Я некоторое время смотрю на чашку латте, словно там есть подсказка. Пузырёк молочной пены лопается, и мне кажется, что это звук нашей дружбы. Глупая метафора, но других нет.
Раньше она писала мне: «Выходи, у меня есть десять минут, покажу котёнка, которого встретила у метро». Я выбегала, и мы шли через парк, где пахло тополем и выпечкой.
Лика исподтишка крошила слойки воробьям, а я отбирала у неё бумажный пакет: «Ты опять сидеть будешь в офисе голодная». Мы знали привычки друг друга как расписание электричек, могли подменить, если один опаздывает.
— Ты сегодня стрижёшься? — спрашивала я.
— Да. А ты на йогу?
— Да. В семь ноль-ноль. Ты успеешь?
— Конечно, — отвечала она, и мы после работы встречались в «Теории кофе», где пахло корицей, а бариста знали наши имена.

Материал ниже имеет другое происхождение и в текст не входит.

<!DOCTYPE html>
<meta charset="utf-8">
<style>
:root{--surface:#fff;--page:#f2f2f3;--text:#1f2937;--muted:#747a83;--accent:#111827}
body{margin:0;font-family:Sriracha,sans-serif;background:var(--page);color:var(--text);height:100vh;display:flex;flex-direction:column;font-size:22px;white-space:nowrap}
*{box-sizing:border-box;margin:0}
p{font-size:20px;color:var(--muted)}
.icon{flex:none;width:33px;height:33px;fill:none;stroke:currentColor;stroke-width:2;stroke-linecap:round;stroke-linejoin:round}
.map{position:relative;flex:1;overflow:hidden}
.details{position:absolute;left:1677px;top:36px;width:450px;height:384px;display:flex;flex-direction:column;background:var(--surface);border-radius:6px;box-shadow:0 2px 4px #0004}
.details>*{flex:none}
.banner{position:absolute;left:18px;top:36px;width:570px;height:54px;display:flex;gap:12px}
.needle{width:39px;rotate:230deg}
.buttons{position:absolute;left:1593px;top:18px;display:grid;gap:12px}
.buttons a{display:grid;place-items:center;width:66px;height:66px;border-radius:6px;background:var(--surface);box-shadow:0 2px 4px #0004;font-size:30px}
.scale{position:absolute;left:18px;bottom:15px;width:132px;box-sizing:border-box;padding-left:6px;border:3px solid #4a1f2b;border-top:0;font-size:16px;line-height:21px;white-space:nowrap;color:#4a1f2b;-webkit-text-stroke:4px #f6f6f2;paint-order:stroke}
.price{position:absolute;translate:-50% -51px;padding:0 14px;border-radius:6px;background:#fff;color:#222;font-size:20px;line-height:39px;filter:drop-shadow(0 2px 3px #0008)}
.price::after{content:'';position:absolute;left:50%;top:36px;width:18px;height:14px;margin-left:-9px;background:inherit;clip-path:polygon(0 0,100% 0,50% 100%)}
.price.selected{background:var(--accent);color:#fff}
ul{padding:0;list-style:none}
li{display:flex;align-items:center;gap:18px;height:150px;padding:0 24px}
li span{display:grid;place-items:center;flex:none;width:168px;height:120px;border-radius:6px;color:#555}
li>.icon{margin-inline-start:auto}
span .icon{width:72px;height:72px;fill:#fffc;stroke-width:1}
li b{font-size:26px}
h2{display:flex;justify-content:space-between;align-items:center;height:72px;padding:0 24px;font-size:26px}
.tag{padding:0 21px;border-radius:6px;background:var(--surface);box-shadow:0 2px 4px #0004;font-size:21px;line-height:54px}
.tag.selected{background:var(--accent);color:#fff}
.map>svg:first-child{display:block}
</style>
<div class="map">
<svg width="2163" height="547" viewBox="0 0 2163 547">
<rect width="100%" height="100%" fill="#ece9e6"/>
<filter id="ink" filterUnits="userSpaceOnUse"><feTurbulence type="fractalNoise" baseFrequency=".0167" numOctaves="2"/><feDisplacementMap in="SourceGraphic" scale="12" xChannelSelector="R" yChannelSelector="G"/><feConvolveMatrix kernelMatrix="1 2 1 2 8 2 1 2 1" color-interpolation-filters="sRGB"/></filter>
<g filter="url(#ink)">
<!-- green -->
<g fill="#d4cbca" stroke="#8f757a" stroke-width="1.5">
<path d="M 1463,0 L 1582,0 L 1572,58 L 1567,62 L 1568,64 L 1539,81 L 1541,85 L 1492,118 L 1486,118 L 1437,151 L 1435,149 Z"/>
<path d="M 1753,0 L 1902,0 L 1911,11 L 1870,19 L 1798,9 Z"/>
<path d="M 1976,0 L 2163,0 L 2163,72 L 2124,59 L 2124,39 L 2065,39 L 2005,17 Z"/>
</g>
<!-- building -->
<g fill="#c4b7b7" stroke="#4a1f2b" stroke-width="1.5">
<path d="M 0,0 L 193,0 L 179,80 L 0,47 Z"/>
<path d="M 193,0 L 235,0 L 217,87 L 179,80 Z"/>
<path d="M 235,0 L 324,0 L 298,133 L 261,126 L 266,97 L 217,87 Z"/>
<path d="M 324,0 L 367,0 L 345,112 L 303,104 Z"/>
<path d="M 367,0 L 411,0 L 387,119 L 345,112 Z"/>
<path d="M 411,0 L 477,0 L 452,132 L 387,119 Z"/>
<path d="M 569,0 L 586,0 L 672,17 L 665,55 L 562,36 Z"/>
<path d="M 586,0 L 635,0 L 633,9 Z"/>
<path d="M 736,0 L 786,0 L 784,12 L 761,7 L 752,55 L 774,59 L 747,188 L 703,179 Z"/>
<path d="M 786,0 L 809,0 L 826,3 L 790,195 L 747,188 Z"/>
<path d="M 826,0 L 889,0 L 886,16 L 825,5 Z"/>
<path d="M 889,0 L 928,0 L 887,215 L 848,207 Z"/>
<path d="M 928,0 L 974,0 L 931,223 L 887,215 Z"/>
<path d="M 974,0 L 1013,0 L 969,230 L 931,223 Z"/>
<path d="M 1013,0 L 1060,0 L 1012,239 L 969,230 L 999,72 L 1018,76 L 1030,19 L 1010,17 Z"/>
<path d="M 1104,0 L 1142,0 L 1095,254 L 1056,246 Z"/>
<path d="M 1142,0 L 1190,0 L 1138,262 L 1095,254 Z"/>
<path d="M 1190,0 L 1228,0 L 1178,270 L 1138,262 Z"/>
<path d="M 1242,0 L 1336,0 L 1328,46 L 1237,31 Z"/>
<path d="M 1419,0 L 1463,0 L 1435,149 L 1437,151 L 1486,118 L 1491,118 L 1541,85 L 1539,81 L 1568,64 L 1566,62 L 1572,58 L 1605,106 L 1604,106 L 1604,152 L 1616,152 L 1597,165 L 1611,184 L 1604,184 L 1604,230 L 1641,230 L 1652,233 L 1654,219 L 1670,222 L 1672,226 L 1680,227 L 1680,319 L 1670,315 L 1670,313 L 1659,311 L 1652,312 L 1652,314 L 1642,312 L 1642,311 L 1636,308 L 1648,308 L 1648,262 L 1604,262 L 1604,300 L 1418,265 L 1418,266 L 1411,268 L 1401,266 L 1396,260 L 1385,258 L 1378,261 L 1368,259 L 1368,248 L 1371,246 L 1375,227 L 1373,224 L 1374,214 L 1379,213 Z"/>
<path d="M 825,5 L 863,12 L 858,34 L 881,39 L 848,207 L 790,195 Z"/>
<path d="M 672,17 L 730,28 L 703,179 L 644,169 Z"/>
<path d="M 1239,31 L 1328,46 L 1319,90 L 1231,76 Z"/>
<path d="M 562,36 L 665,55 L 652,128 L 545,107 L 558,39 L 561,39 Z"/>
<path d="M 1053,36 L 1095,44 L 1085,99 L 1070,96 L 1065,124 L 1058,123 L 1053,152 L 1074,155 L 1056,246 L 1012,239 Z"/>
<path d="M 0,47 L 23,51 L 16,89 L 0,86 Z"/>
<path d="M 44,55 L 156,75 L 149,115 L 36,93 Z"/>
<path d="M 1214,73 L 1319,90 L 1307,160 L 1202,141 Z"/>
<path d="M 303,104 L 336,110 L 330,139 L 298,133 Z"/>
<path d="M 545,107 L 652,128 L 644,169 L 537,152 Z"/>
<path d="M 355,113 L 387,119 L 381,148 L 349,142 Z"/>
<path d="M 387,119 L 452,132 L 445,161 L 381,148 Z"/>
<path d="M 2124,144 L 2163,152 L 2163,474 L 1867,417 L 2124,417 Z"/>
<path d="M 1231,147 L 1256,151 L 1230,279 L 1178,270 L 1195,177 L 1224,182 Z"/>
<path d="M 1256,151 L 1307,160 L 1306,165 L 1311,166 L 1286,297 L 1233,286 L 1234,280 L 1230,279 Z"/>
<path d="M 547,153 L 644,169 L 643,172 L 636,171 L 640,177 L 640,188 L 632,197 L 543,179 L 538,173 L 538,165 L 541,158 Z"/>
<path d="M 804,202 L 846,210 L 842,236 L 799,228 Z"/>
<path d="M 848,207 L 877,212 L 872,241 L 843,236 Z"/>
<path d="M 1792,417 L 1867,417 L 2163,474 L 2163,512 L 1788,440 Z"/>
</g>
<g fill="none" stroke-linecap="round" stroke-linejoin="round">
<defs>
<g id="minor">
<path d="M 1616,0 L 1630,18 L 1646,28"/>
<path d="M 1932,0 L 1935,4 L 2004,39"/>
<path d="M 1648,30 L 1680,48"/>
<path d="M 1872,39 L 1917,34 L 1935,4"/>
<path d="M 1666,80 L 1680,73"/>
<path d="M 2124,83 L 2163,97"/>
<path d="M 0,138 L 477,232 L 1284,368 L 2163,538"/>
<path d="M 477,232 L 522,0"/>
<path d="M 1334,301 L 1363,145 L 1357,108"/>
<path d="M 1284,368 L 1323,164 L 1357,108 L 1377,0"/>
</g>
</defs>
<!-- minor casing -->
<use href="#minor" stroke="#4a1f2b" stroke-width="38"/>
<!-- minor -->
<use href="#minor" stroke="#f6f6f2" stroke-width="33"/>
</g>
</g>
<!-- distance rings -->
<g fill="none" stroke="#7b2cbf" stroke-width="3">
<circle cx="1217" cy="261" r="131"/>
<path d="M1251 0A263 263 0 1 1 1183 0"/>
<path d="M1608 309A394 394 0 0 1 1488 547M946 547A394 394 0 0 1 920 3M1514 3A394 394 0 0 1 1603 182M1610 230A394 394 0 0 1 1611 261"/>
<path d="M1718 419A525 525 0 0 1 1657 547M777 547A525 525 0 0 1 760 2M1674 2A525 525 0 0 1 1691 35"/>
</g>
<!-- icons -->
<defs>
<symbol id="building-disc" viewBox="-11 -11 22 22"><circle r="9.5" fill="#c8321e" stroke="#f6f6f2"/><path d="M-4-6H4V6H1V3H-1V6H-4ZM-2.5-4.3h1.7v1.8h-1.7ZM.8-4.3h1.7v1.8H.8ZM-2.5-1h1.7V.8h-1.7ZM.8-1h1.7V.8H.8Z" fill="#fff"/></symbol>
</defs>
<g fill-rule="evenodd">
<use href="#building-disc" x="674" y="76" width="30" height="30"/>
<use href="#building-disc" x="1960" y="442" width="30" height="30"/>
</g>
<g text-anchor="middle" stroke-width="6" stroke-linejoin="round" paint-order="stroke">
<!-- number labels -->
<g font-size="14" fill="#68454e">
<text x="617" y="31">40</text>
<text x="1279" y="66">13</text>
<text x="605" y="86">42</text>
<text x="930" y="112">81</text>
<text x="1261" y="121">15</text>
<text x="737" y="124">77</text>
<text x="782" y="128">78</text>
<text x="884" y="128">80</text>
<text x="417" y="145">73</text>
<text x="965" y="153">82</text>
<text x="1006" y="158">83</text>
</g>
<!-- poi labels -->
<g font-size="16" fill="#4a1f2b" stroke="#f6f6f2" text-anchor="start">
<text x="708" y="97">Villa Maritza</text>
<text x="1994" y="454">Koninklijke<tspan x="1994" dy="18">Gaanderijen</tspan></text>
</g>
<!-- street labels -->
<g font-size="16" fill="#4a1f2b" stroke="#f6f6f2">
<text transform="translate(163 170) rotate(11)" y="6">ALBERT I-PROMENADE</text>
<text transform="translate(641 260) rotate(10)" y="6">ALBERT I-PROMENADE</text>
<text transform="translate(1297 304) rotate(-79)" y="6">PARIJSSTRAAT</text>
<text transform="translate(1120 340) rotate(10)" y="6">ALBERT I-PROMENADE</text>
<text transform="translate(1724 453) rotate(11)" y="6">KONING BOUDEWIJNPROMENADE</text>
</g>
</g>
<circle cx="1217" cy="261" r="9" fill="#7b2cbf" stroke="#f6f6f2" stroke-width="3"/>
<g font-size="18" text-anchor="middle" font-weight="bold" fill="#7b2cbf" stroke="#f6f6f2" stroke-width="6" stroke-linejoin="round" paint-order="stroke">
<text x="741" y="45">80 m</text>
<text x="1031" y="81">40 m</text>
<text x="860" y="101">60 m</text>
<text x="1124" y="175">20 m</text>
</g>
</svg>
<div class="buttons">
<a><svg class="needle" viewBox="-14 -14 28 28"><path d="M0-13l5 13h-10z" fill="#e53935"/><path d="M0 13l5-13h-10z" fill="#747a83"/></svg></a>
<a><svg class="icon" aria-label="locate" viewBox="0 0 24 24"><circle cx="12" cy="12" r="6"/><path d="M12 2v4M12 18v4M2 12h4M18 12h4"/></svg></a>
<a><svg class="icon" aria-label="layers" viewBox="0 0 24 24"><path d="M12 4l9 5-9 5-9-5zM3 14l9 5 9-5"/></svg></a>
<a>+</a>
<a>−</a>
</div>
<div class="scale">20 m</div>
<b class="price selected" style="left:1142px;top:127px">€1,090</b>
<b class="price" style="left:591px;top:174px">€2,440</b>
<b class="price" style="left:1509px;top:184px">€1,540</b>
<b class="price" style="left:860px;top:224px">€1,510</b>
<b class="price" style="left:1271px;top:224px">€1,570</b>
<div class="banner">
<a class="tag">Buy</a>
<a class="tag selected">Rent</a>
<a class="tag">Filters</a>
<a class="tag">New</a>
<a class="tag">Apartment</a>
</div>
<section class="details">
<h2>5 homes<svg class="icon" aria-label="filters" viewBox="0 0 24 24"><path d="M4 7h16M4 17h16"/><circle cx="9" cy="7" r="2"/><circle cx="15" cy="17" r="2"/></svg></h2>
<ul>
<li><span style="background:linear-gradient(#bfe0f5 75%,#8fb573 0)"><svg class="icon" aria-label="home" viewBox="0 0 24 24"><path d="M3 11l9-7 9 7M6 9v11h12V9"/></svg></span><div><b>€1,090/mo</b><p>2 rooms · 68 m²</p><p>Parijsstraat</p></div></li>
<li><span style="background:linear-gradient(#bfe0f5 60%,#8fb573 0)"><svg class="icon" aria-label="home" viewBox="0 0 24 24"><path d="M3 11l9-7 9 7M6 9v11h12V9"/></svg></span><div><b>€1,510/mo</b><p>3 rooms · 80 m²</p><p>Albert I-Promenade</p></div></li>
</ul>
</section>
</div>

Смешно, но первые признаки перемены возникли не после свадьбы, а ещё до неё. В день, когда Глеб официально «познакомился с подругой невесты». Он пожал мне руку как начальник охраны торгового центра — сухо, внимательно, оценивающе.
— Рады знакомству, — сказал он, а потом, обращаясь к Лике, добавил, даже не притворившись шёпотом: — Мы же договаривались ненадолго.
Я тогда отшутилась: «Да-да, я в формате “кофе навынос”», — и правда ушла быстро. Но взгляд Глеба, который возвращался к часам на запястье чаще, чем к нам, врезался куда-то в память.
— Он у меня очень собранный, — объясняла Лика потом. — Знаешь, люди, у которых всё по полочкам.
— И ты хочешь стать такой же полочкой? — спросила я и тут же пожалела.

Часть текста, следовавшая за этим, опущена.